Yes, you are right, davem. But the difference may be that I am comfortable with that act of integration while you are less so. Obviously from this thread, there is no one opinion on this. But if you accept the basic ground rules that JRRT laid down, then Eru is a distant figure who, even if he is known to the author, is not truly known to the Men in the story and, by implication, the Men reading the story. Since we do not even understand the nature of Eru or the mystery that stands at the heart of creation, how can we possibly make a judgment on informed grounds as to the "justness" of Eru's act?

That puts the reader in a strange position. He can accept that ambiguity or insert some other image of "god" or "ungod" into the story to try and achieve greater clarity. I think both Hookbill and Littlemanpoet have hit the nail on the head. In Imp's words that bear repeating.....

Quote:
I have been aware throughout this debate that some of us may be equating Eru with Yahweh. It is hard not to do, regardless of one's personal beliefs and leanings.......One does best to avoid attempting to create a full-blown theology for a fictional world.
My own feeling is that on this point both the mystery and the ambiguity must remain. There's certainly nothing wrong with personal speculation, speculation that seems to be inevitably shaped by our own personal views of deity in the "real" world. But there is a chasm of not knowing that Tolkien purposely placed at the heart of his story, and there is a certain point we can't go beyond. Tolkien almost seems to delight in doing this to the reader. One moment we are given hints of a greater force at work by the use of the passive voice in the narrative or by showing Faramir's men standing at "grace" after their meal. The next moment we are given a hobbit society that has absolutely no religious content. Except for a footnote or two in the Letters, we have hobbits who aren't really aware of Varda and Manwe, let alone Eru. The one exception is Frodo and Sam who are the only two "Little Folk" who take a step closer to that chasm and peer down into its depths.....hence Samwise's invocations to Varda and Gandalf's comments on Frodo's light being like that of the silmarils. Even these glimpses, however, are guarded and spell out little beyond the mere acknowledgement that there are forces at work beyond the edge of the story.

Several questions intrigue me that no one has discussed. Tolkien was no fool. Was he aware of the potential outcry from some readers about the "unjust" nature of Eru's act given what happened in Numenor?
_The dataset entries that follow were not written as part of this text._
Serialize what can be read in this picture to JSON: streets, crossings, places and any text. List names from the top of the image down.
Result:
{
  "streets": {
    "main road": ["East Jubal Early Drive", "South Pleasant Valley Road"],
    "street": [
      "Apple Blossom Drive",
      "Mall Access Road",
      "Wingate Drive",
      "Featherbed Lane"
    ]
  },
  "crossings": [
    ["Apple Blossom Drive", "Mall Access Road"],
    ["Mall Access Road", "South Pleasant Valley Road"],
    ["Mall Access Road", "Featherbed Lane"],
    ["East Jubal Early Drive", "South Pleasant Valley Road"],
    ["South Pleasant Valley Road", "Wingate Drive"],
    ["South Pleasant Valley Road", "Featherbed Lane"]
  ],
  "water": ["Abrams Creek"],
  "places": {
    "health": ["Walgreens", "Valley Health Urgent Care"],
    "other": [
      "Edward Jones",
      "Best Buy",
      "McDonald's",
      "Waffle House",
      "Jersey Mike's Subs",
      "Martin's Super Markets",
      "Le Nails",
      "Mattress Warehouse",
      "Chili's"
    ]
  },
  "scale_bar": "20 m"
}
Was that reaction something that he could not conceive of, since his own personal view of deity was Catholic at the core? Or did he simply see it as not being a relevant discussion or response in the context of constructed myth?

And secondly, davem, if we accept (only for purposes of argument )your suggestion that Eru is a minor, irritable, and seemingly flawed character, how big a "defect" is this? If such a major flaw exists at the heart of Middle-earth, what does it do to the Legendarium overall? Even if men of Middle earth and the reader know virtually nothing about Eru's nature and see little active involvement on his part, the reader does know he is the Creator of the world and holds mysteries that no one else comprehends. Can the Creator of the world who stands at the beginning of the whole legendarium be a "minor and irritable" character, or is this a fatal flaw? To put it bluntly, did Tolkien blow it by giving us tiny glimpses of deity or reflected deity in one part of the narrative and pulling back in others so that we are ultimately left with unaswered questions. If the author truly wanted to keep "religion" out of his created world, as he certainly stated at one point, then why start the whole thing off with Eru? Or did his Catholic beliefs compel him to do this and, yet at the same time, require him to make Eru no more than a "minor, irritable" character, because of the difficulties of writing in a pre-revelation world?

Anyone out there....I am truly curious about this.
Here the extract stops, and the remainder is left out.